Great sunrays spread out over the hillsides awakening a symphony of vermilion, alizarin crimson, orange, gold, yellow, and green. These are the current colors of red and sugar maple, red oak and beech, all canopy broadleaf deciduous (Latin deciduus, from decidere to fall off, from de- + cadere to fall) trees. Most attractive in the understory, striped maple is also known as goosefoot maple for the shape of its three-pointed, pale-golden leaves. The red compound leaves of sumac are also outstanding. Not to be ignored, evergreen white pine trees are shedding their old needles: See tan-colored bunches of needles behind vigorous green growth.
Foxes are scarce since summer’s kits have mostly dispersed in search of their own territories. On a recent walkabout in a scrubby field, I was delighted to spy a fox in the landscape. As I went on my way, the fox and I kept track of each other. I would pose to photograph and he would stop to get me in focus. Poised at attention, the fox looked and listened intently into the darkness under bushes, hunting. When I picked up speed to head home to work in the garden, fox sped away, too.

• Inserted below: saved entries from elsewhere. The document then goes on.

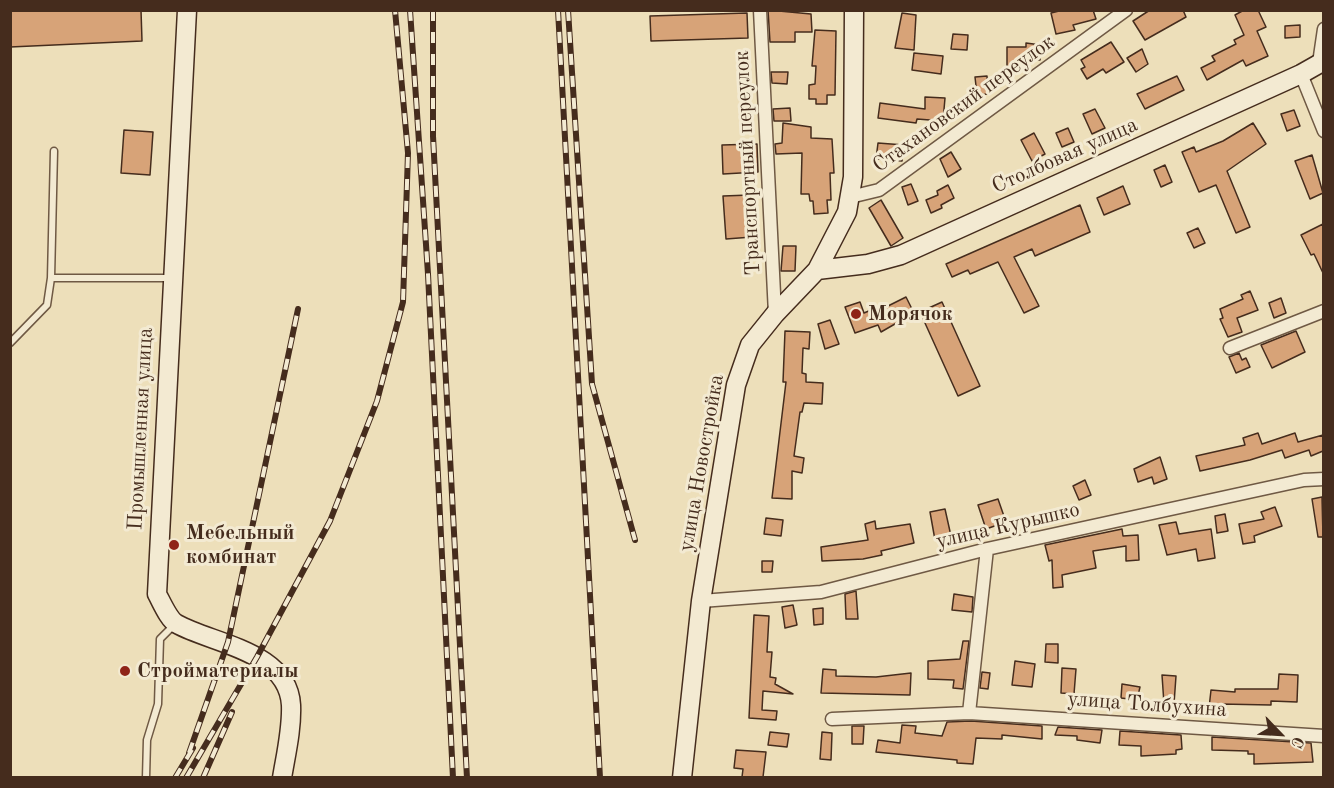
<!DOCTYPE html>
<html>
<head>
<meta charset="utf-8">
<style>
	body { margin:0 }
	#map { position:relative; width:1334px; height:788px; overflow:hidden; background:#eddfba; font-family:"Old Standard TT",serif }
	canvas { display:block }
	.frame { position:absolute; inset:0; border:12px solid #452c1d; pointer-events:none }
	.north { position:absolute; left:1250px; top:704px; width:60px; height:60px; -webkit-text-stroke:4px #f3ead2; paint-order:stroke; rotate:115deg; font-size:16px; font-weight:700; line-height:24px; text-align:center; color:#452c1d }
	.north::after { content:''; display:block; margin:auto; width:21px; height:27px; background:#452c1d; clip-path:polygon(50% 0,100% 100%,50% 72%,0 100%) }
</style>
</head>
<body>
<div id="map">
<canvas width="1334" height="788"></canvas>
<div class="frame"></div>
<div class="north">С</div>
</div>
<script>
const context = document.querySelector('canvas').getContext('2d');
context.lineJoin = 'round';
function fillPath(path, color) { context.fillStyle = color; context.fill(path, 'evenodd'); }
function strokePath(path, color, width, dash) { context.strokeStyle = color; context.lineWidth = width; context.lineCap = dash ? 'butt' : 'round'; context.setLineDash(dash || []); context.stroke(path); }
function drawText(font, color, halo, rows, align = 'center') {
  context.font = font + ' "Old Standard TT",serif'; context.lineWidth = 6; context.setLineDash([]); context.textBaseline = 'middle'; context.strokeStyle = halo; context.fillStyle = color; for (const [text, x, y, turn = 0] of rows) {
    context.save(); context.translate(x, y); context.rotate((+turn || 0) * Math.PI / 180); context.textAlign = isNaN(turn) ? turn : align; if (halo) context.strokeText(text, 0, 0); context.fillText(text, 0, 0); context.restore();
  }
}
const building = new Path2D(`
	M10,10H141L142,41L10,47Z
	M768,10L811,14L812,32H795V42H770Z
	M1063,10H1093L1096,19L1073,25L1075,30L1056,34L1051,13Z
	M1150,10H1183L1186,17L1145,40L1133,21Z
	M1244,10H1258L1266,27L1257,31L1268,56L1246,66L1243,60L1207,80L1201,68L1215,61L1212,56L1236,44L1234,40L1244,35L1235,15Z
	M747,13L748,38L651,41L650,16Z
	M902,13L916,15L914,50L895,48Z
	M1300,25V37L1285,38V26Z
	M815,30L836,31L835,95H827V104H816V99H809V85L815,84L816,66H812Z
	M953,34L968,35L967,50L951,49Z
	M1111,42L1124,62L1106,73L1103,69L1087,79L1081,69L1085,67L1081,60Z
	M1026,43L1041,45L1040,60L1020,58V72H1007V47H1026Z
	M1142,49L1148,64L1136,72L1127,58Z
	M914,53L943,56L941,74L912,70Z
	M771,72H788L787,84L772,83Z
	M987,76L988,94L977,95L975,77Z
	M1177,76L1184,90L1145,109L1137,94Z
	M925,97L945,98L943,121L917,119L916,123L878,118L880,103L925,109Z
	M790,108L791,121H774L773,109Z
	M1095,109L1105,128L1092,134L1083,114Z
	M1294,110L1300,126L1287,131L1281,114Z
	M783,123L811,127V138L832,139L834,173H830L831,200H827L828,213L814,214L813,201H810L809,194H801L802,153L776,154L775,144L782,143Z
	M1253,123L1266,144L1227,171L1250,227L1236,233L1216,185L1199,192L1182,152L1194,147L1196,152L1223,141Z
	M1068,128L1074,142L1062,147L1056,133Z
	M124,130L153,132L150,175L121,173Z
	M1034,133L1045,154L1032,161L1021,140Z
	M878,143L904,145L902,161L876,159Z
	M757,144L758,172L723,174L722,145Z
	M951,152L961,169L948,177L940,159Z
	M1312,155L1323,193L1310,199L1295,161Z
	M1165,165L1172,182L1161,187L1154,170Z
	M911,184L918,201L908,205L902,187Z
	M948,185L954,198L941,205L942,208L931,213L926,200L938,195L937,191Z
	M1123,186L1130,204L1104,215L1097,198Z
	M750,195L752,237L726,239L723,196Z
	M881,200L903,238L891,246L869,208Z
	M1080,205L1090,232L1035,256L1032,249L1014,257L1039,306L1024,313L998,262L970,274L968,270L952,277L946,264Z
	M1323,224V273L1314,254L1311,255L1301,235Z
	M1198,228L1205,243L1194,248L1187,233Z
	M783,246H796L795,271H781Z
	M1250,291L1258,310L1237,318L1242,332L1228,337L1220,319L1223,318L1220,309L1243,299L1241,295Z
	M906,297L914,313L881,332L878,325L855,333L845,307L860,302L864,313L885,304L886,307Z
	M1281,298L1286,313L1274,318L1269,303Z
	M942,302L980,386L958,396L920,312Z
	M830,320L839,344L825,349L818,324Z
	M785,331L810,332L809,349L803,348L802,373L806,374V382L823,383L822,404L804,403L802,412H800L794,456L804,458L802,473L792,471V499L772,498L786,382H783Z
	M1296,331L1305,352L1272,368L1261,345Z
	M1239,353L1242,360L1246,358L1250,367L1236,373L1229,357Z
	M1258,433L1262,444L1295,433L1298,442L1323,435V451L1311,456L1309,450L1285,458L1282,450L1250,460L1200,471L1196,456L1245,445L1243,438Z
	M1160,457L1167,479L1154,484L1152,477L1138,482L1134,469Z
	M1085,480L1091,495L1079,500L1073,486Z
	M1322,497L1323,537H1318L1312,499Z
	M998,499L1006,522L986,529L978,505Z
	M1275,507L1282,526L1254,536L1255,542L1243,544L1239,524L1264,519L1261,512Z
	M945,509L951,536L935,540L930,512Z
	M1225,514L1228,531L1217,533L1215,516Z
	M766,518L783,520L781,536L764,534Z
	M875,521L876,529L910,524L914,543L881,551L882,555L863,559L822,561L821,547L868,540L865,524Z
	M1176,522L1179,534L1211,529L1215,558L1198,561L1196,549L1167,555L1159,525Z
	M1122,529L1123,536L1138,535L1139,560L1126,561V546L1093,551L1096,568L1062,575L1063,587L1053,588L1052,560L1049,561L1045,545Z
	M762,561H773L772,572H762Z
	M856,591L858,619H846L845,594Z
	M954,594L973,597L972,612L952,610Z
	M793,605L797,625L785,628L782,607Z
	M823,608V624L814,625L813,609Z
	M754,615L769,616L767,652H772L770,677L776,678L775,684L793,694L763,691L762,710L777,711L776,720L749,718Z
	M963,641H969L963,689L953,688L954,680L928,679V661L960,659Z
	M1046,644H1058V663L1045,662Z
	M1015,661L1035,664L1032,687L1012,685Z
	M1062,668L1076,669L1074,694L1061,693Z
	M823,669L836,670V676L876,677L911,673L910,695L821,693Z
	M982,672L990,673L988,689L980,688Z
	M1279,674L1298,675L1297,702L1271,701V705L1220,704V709L1209,708L1211,690L1235,692V689H1278Z
	M1162,675L1176,676L1174,704H1164Z
	M1122,684L1140,687L1137,700L1121,698Z
	M971,721L1042,726V739L1002,735V739L976,738L973,764L957,763V760L876,752L878,740L900,743L902,725L916,726L915,733L942,736L947,722Z
	M852,726H864L863,744H852Z
	M1058,727L1102,730L1100,743L1077,740V736L1055,735Z
	M1120,731L1181,735L1182,749L1176,750V754L1141,756V746L1119,745Z
	M770,732L789,734L787,747L768,745Z
	M822,732L832,733L831,760L820,759Z
	M1212,737L1311,743L1313,762L1254,764V754H1248V751L1212,750Z
	M736,750L766,752L763,777H742L743,769L734,768Z`);
fillPath(building, '#d7a378');
strokePath(building, '#452c1d', 1.5);
const lane = new Path2D(`
	M54,151L51,278H172
	M10,343L47,305L51,278
	M146,778L147,740L158,704L160,639L175,624`);
const street = new Path2D(`
	M760,10L775,314
	M1319,63L1324,29
	M1301,74L1324,131
	M850,197L879,190L1126,10
	M1230,348L1324,311
	M701,601L821,592L987,549L1304,480L1324,479
	M969,713L987,549
	M832,719L969,713L1324,736`);
const secondary = new Path2D(`
	M187,10L157,594C162,603 169,620 177,624C213,644 288,651 291,705C292,729 286,754 282,778
	M817,270L868,264L901,255L1301,74L1324,61
	M682,778L701,601L736,385L750,345L775,314L817,270L847,212L853,177L854,10`);
strokePath(lane, '#6f5944', 9);
strokePath(street, '#6f5944', 15);
strokePath(secondary, '#452c1d', 21);
strokePath(lane, '#f3ead2', 6);
strokePath(street, '#f3ead2', 12);
strokePath(secondary, '#f3ead2', 18);
const rail = new Path2D(`
	M410,10L428,274L453,778
	M433,10V136L467,778
	M558,10L600,778
	M568,10L592,384L635,540
	M189,753L228,642L298,309
	M175,778L193,748
	M186,778L257,657L330,521L377,401L403,302L408,153L395,10
	M203,778L232,712`);
strokePath(rail, '#452c1d', 6);
strokePath(rail, '#f3ead2', 4, [11]);
for (const [x, y, r, color] of [
	[856,314,6,"#8f2418"],
	[174,545,6,"#8f2418"],
	[125,671,6,"#8f2418"]
]) { const dot = new Path2D(); dot.arc(x, y, r, 0, 2 * Math.PI); context.fillStyle = color; context.fill(dot); strokePath(dot, '#f3ead2', 2); }
drawText('21px', '#452c1d', '#f3ead2', [
	["Стахановский переулок",964,104,-36],
	["Столбовая улица",1065,156,-24],
	["Транспортный переулок",748,163,-93],
	["Промышленная улица",141,429,-87],
	["улица Новостройка",702,463,-80],
	["улица Курышко",1008,526,-13],
	["улица Толбухина",1147,705,4]
]);
drawText('bold 21px', '#452c1d', '#f3ead2', [
	["Морячок",868,314],
	["Мебельный",186,533],
	["комбинат",186,557],
	["Стройматериалы",137,671]
], 'left');
</script>
</body>
</html>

In these beds, winter rye seed was sown successively from September 17 through the 24th. Reported to sprout in temperatures as low as 33 degrees, I seeded beds after harvesting the last few leeks on October 3 and 4.
Oats and peas are best planted six to eight weeks before first frost. The bed in the photograph above was sown after garlic harvest in mid-August, and another bed after potato harvest at the end of August or beginning of September. Consider planting oats and peas in spring preceding summer crops.
Cover crops in the autumn and winter garden provide stability and tilth to the soil, organic matter and some nutrition—and to the gardener, a constant supply of wonder.